Records for processing
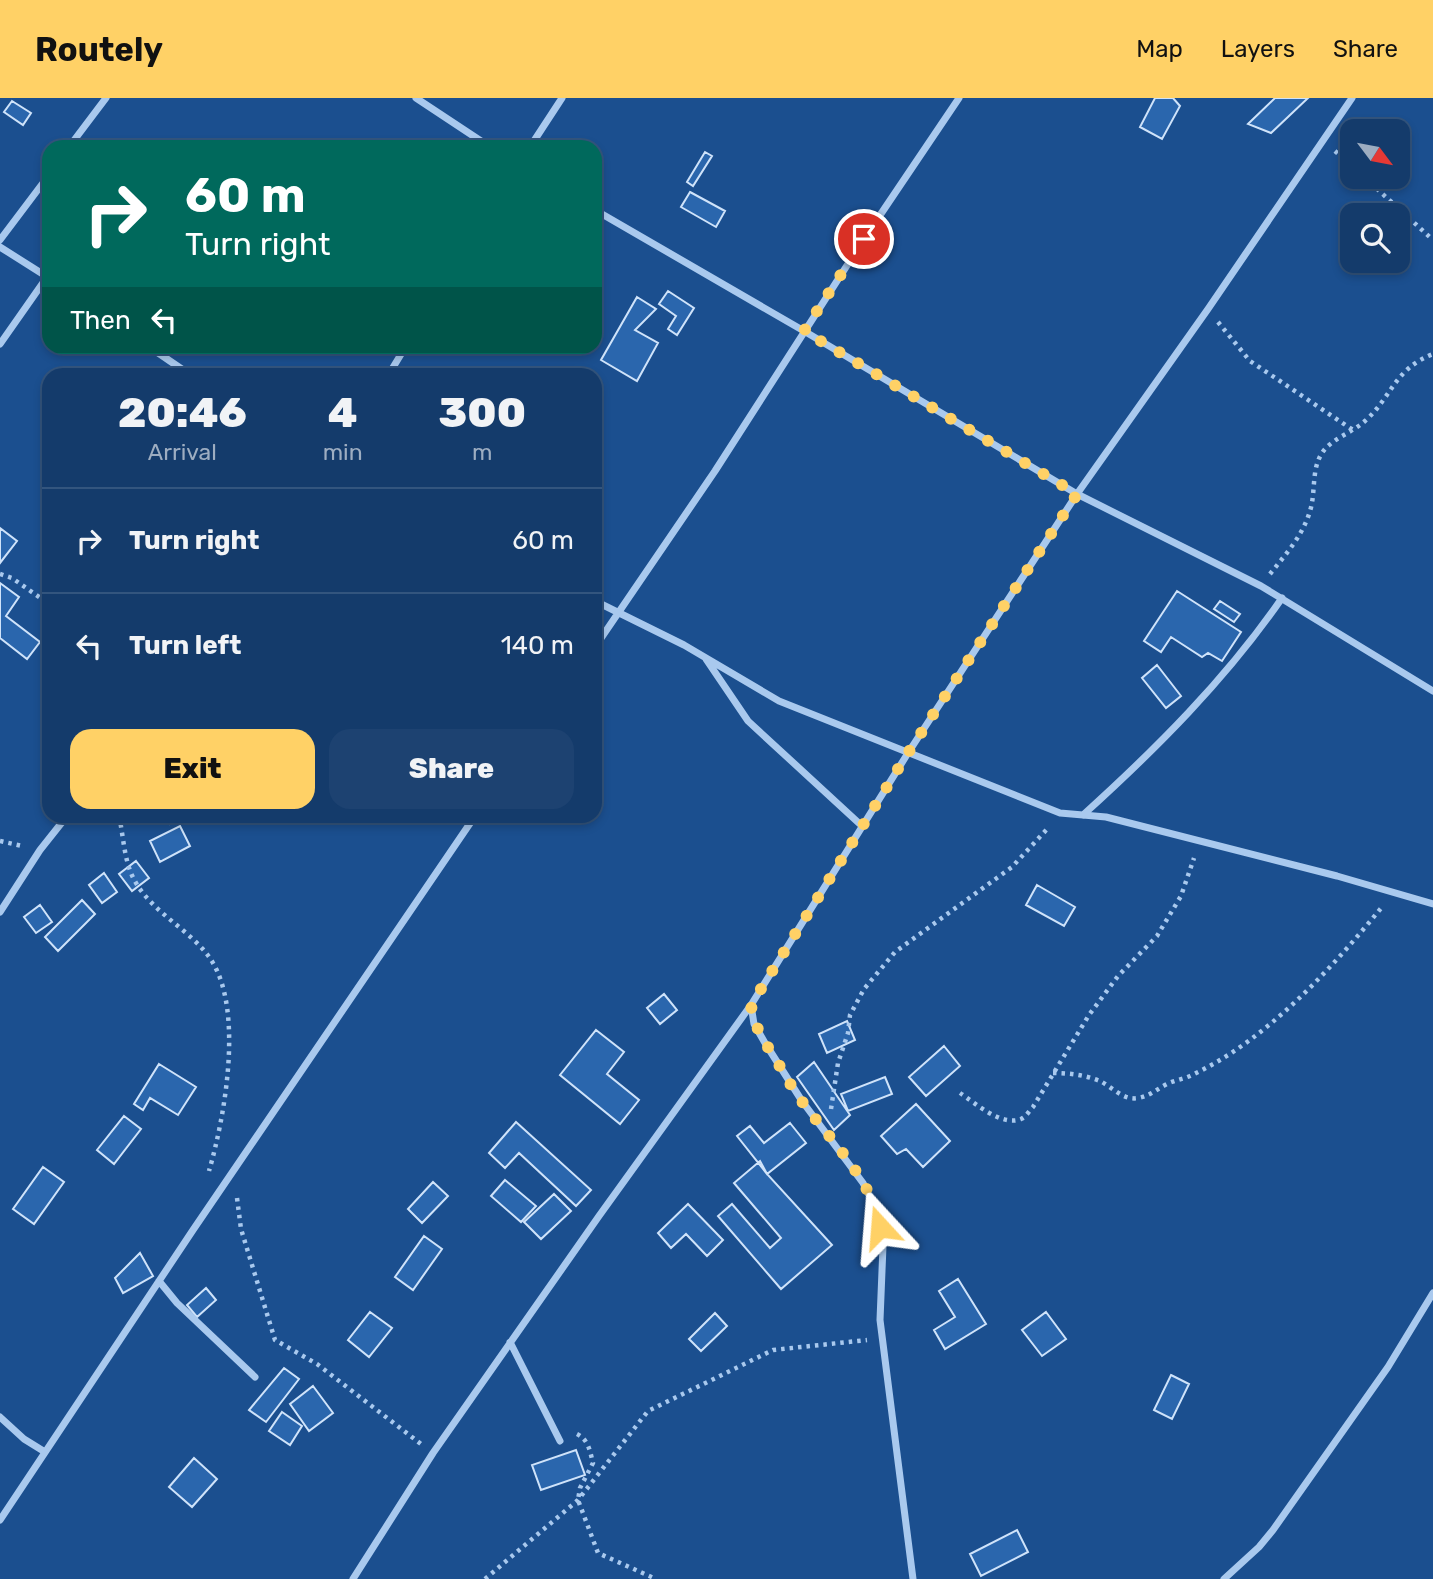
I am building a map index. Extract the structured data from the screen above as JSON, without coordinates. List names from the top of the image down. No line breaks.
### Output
{"north":"bottom right","page":{"header":"Routely","nav":["Map","Layers","Share"],"turn":["60 m","Turn right"],"then":"Then","eta":["20:46","Arrival","4","min","300","m"],"list":[{"name":"Turn right","value":"60 m"},{"name":"Turn left","value":"140 m"}],"buttons":["Exit","Share"]}}
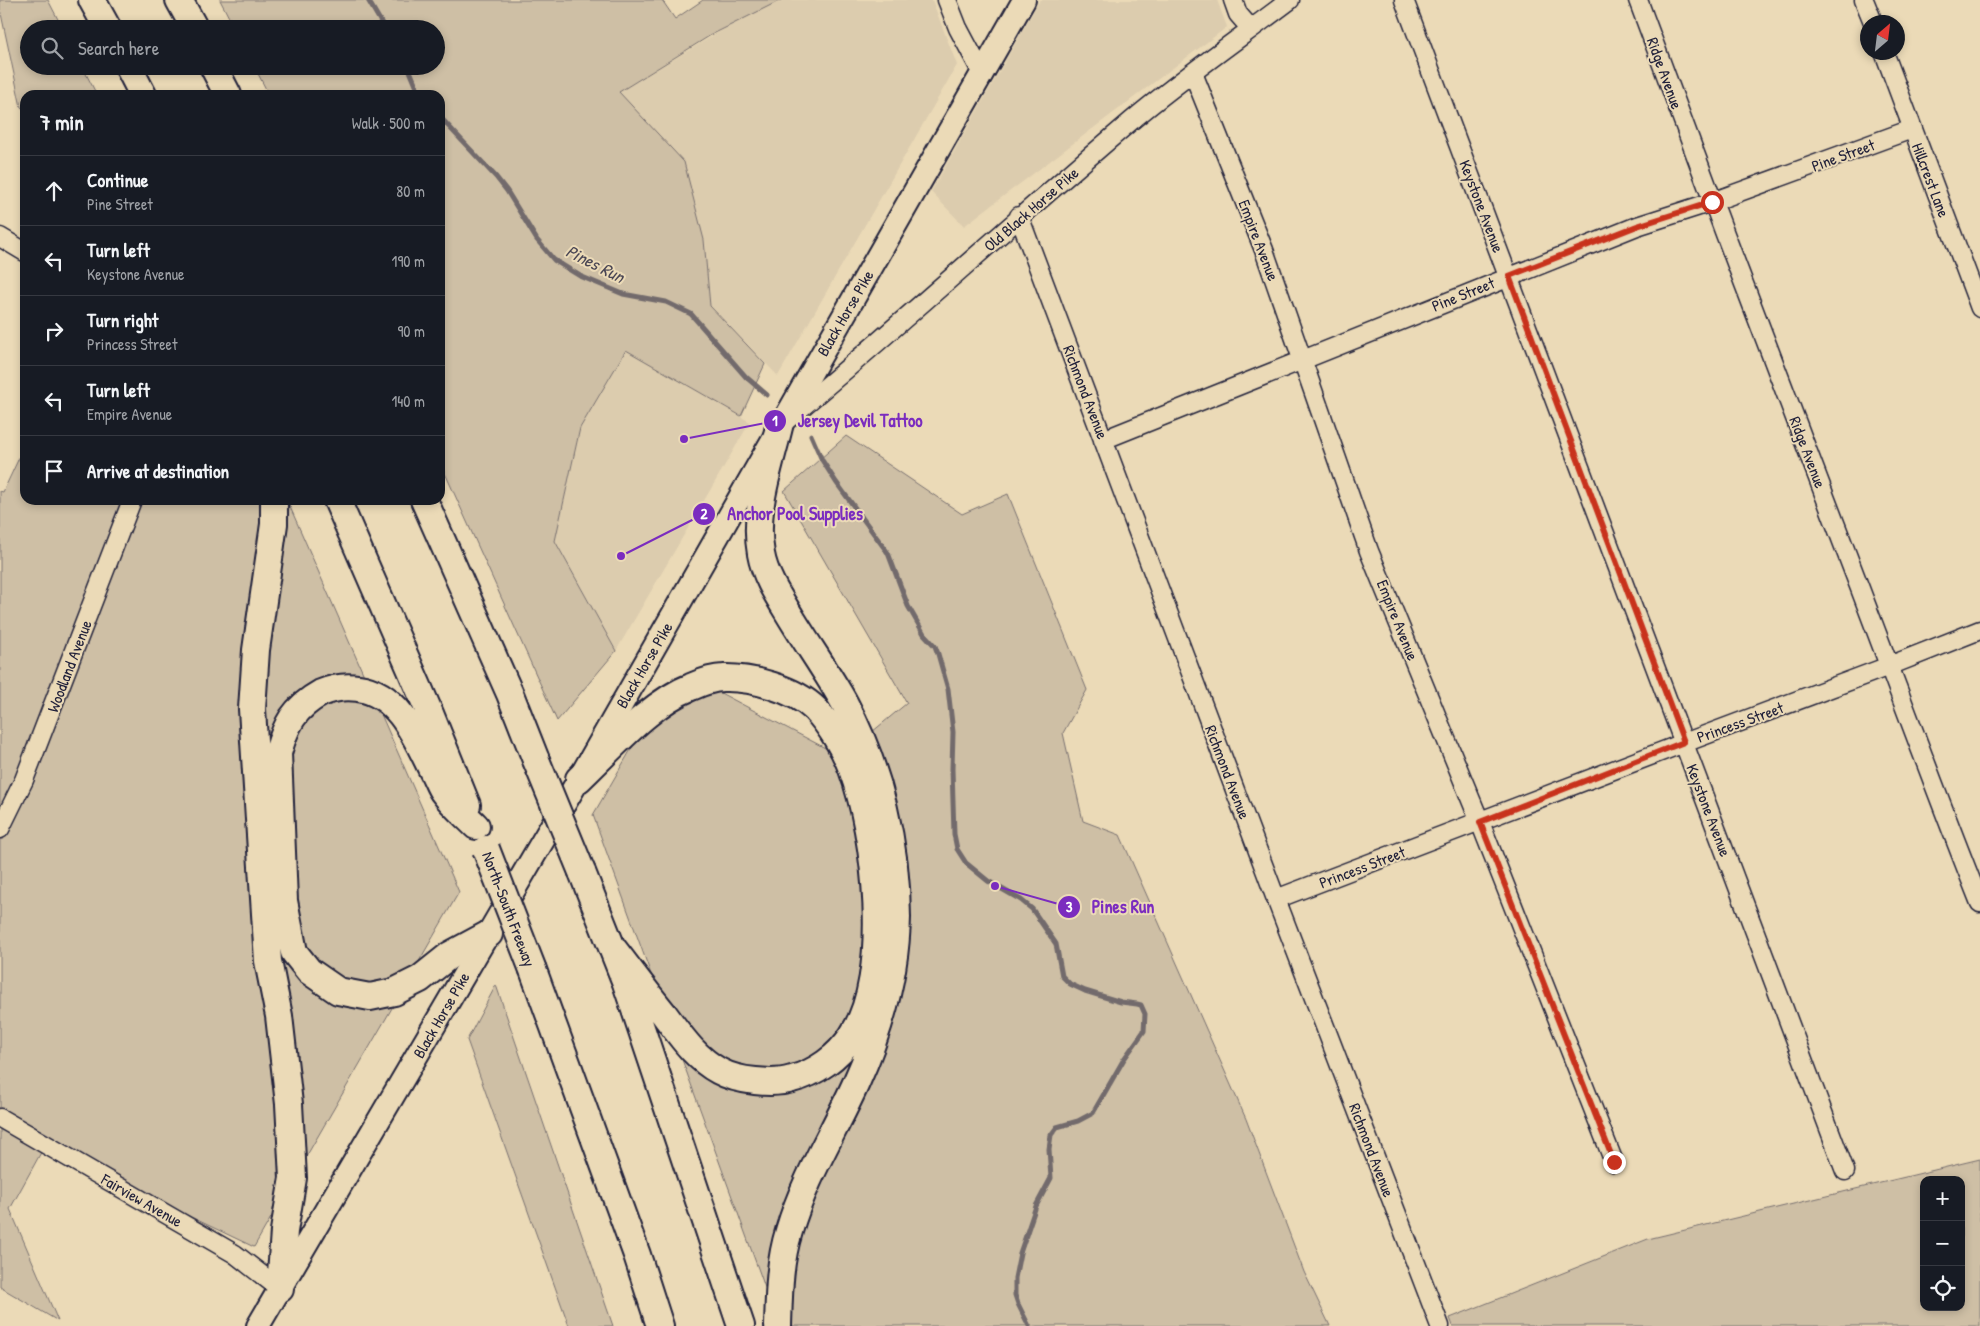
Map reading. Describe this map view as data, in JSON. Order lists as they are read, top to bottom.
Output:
{
  "streets": {
    "highway": ["North-South Freeway"],
    "main road": ["Black Horse Pike"],
    "street": [
      "Ridge Avenue",
      "Pine Street",
      "Hillcrest Lane",
      "Keystone Avenue",
      "Old Black Horse Pike",
      "Empire Avenue",
      "Richmond Avenue",
      "Woodland Avenue",
      "Princess Street",
      "Fairview Avenue"
    ]
  },
  "crossings": [
    ["Ridge Avenue", "Pine Street"],
    ["Ridge Avenue", "Princess Street"],
    ["Pine Street", "Hillcrest Lane"],
    ["Pine Street", "Keystone Avenue"],
    ["Pine Street", "Empire Avenue"],
    ["Pine Street", "Richmond Avenue"],
    ["Keystone Avenue", "Princess Street"],
    ["Old Black Horse Pike", "Empire Avenue"],
    ["Old Black Horse Pike", "Black Horse Pike"],
    ["Old Black Horse Pike", "Richmond Avenue"],
    ["Empire Avenue", "Princess Street"],
    ["Black Horse Pike", "Fairview Avenue"],
    ["Richmond Avenue", "Princess Street"]
  ],
  "water": ["Pines Run"],
  "places": ["Jersey Devil Tattoo", "Anchor Pool Supplies", "Pines Run"],
  "north": "top right",
  "page": {
    "search": "Search here",
    "heading": ["7 min", "Walk · 500 m"],
    "list": [
      ["Continue", "Pine Street", "80 m"],
      ["Turn left", "Keystone Avenue", "190 m"],
      ["Turn right", "Princess Street", "90 m"],
      ["Turn left", "Empire Avenue", "140 m"],
      "Arrive at destination"
    ],
    "map_buttons": ["+", "−"]
  }
}
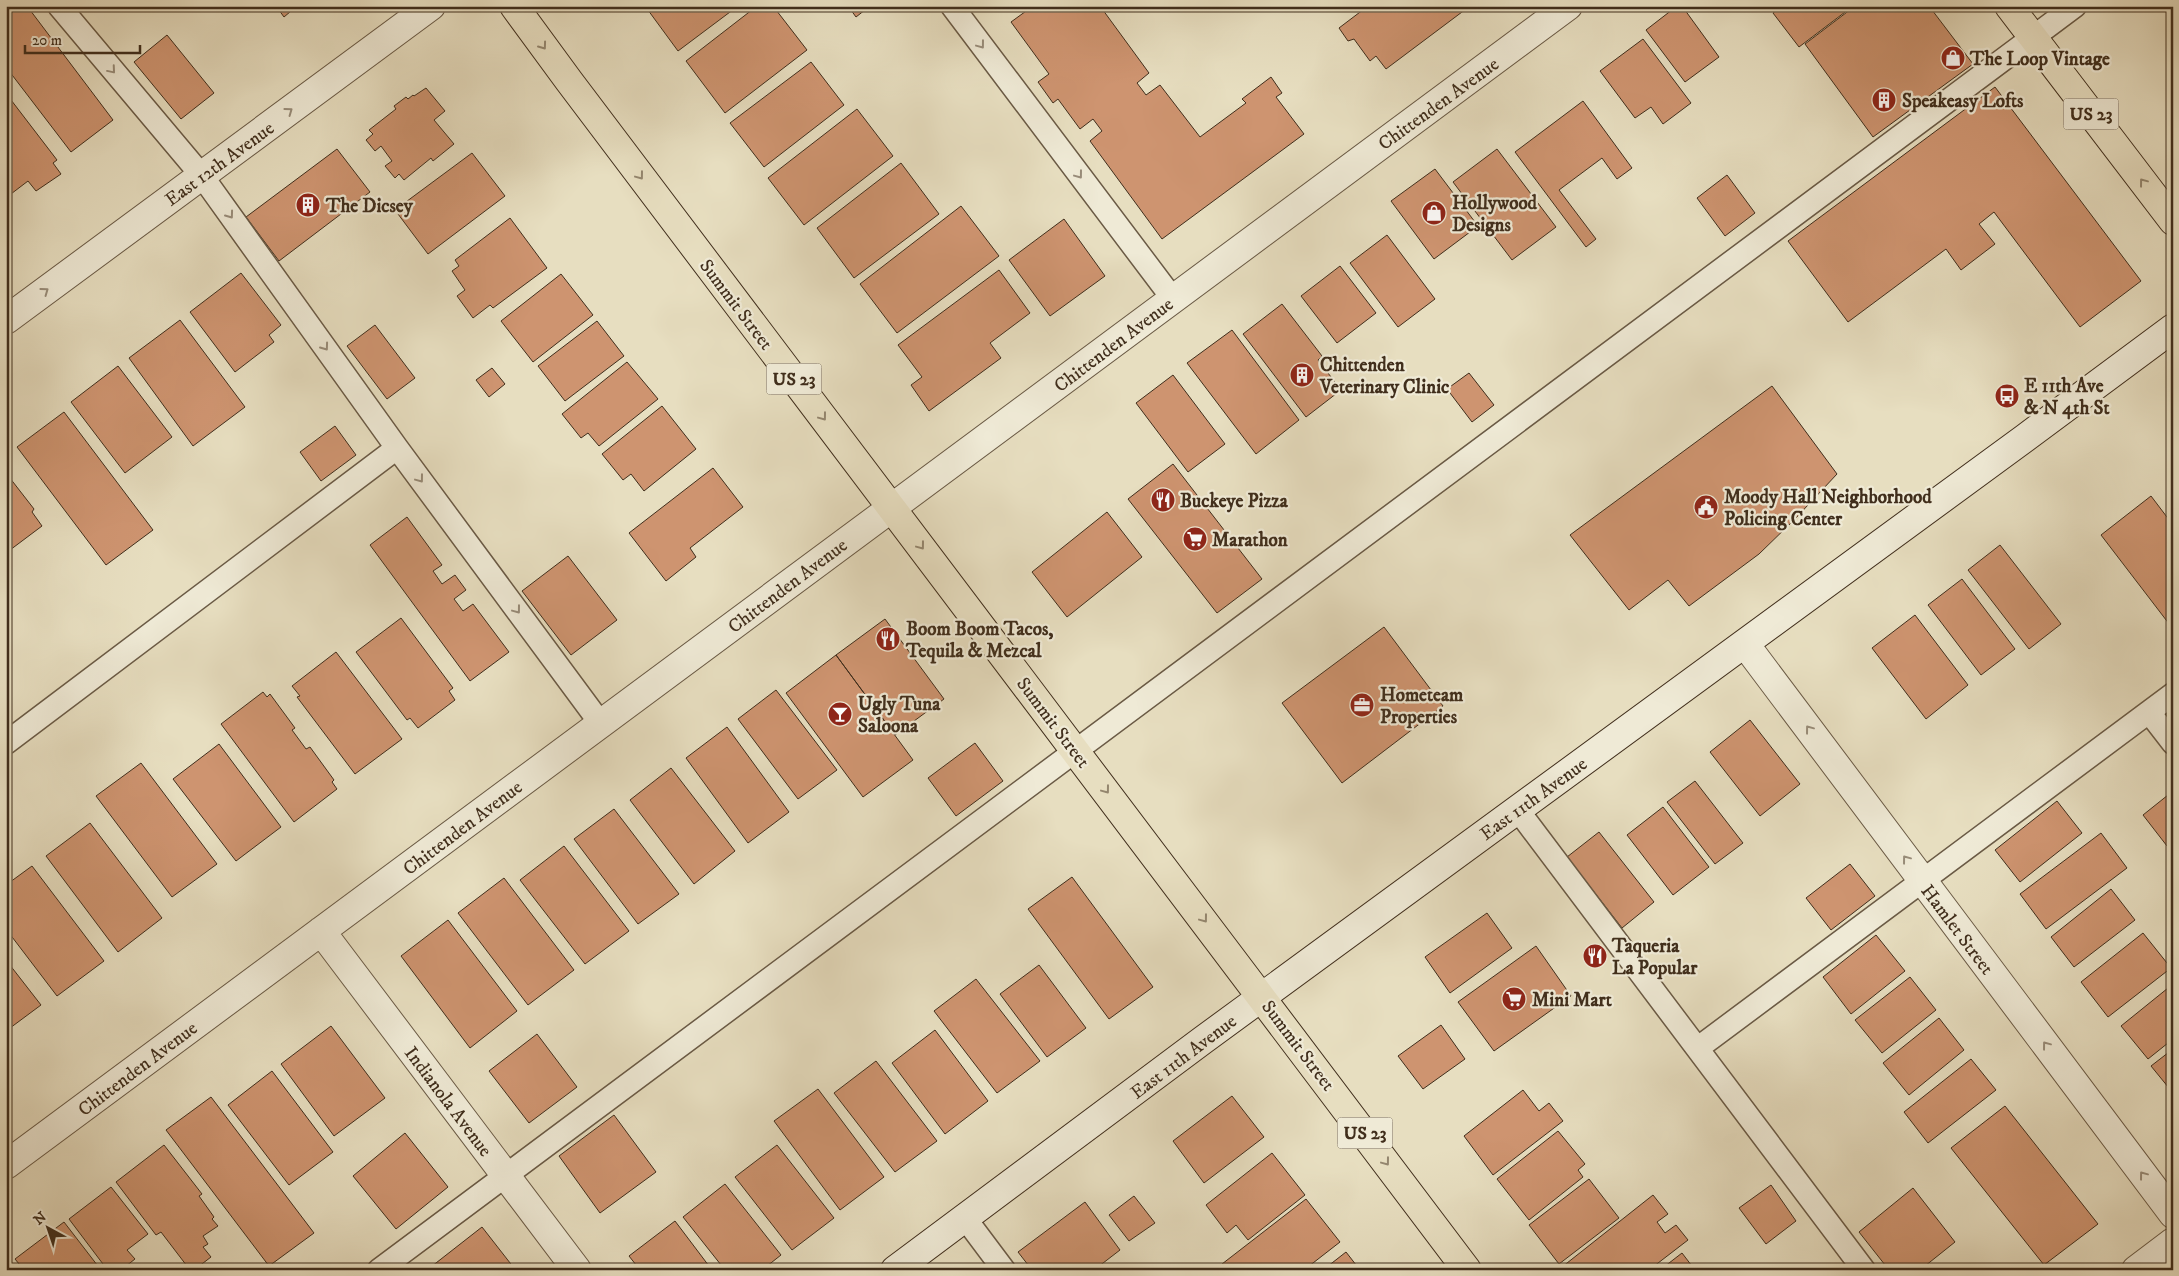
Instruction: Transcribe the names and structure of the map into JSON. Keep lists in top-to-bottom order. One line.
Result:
{"streets":{"main road":["US 23","Summit Street"],"street":["Chittenden Avenue","East 12th Avenue","East 11th Avenue","Hamlet Street","Indianola Avenue"]},"crossings":[["Chittenden Avenue","Summit Street"],["Chittenden Avenue","Indianola Avenue"],["Summit Street","East 11th Avenue"],["East 11th Avenue","Hamlet Street"]],"one_way":["East 12th Avenue","Summit Street","Hamlet Street"],"places":{"shop":["The Loop Vintage","Hollywood Designs"],"building":["Speakeasy Lofts","The Dicsey","Chittenden Veterinary Clinic"],"bus stop":["E 11th Ave & N 4th St"],"restaurant":["Buckeye Pizza","Boom Boom Tacos, Tequila & Mezcal","Taqueria La Popular"],"public building":["Moody Hall Neighborhood Policing Center"],"supermarket":["Marathon","Mini Mart"],"office":["Hometeam Properties"],"bar":["Ugly Tuna Saloona"]},"scale_bar":"20 m","north":"top left"}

Work request
Copy every line in the entries above that has the string "names" in it.

Response
I am building a map index. Extract the structured data from the screen above as JSON, without coordinates. List names from the top of the image down. No line breaks.
Instruction: Transcribe the names and structure of the map into JSON. Keep lists in top-to-bottom order. One line.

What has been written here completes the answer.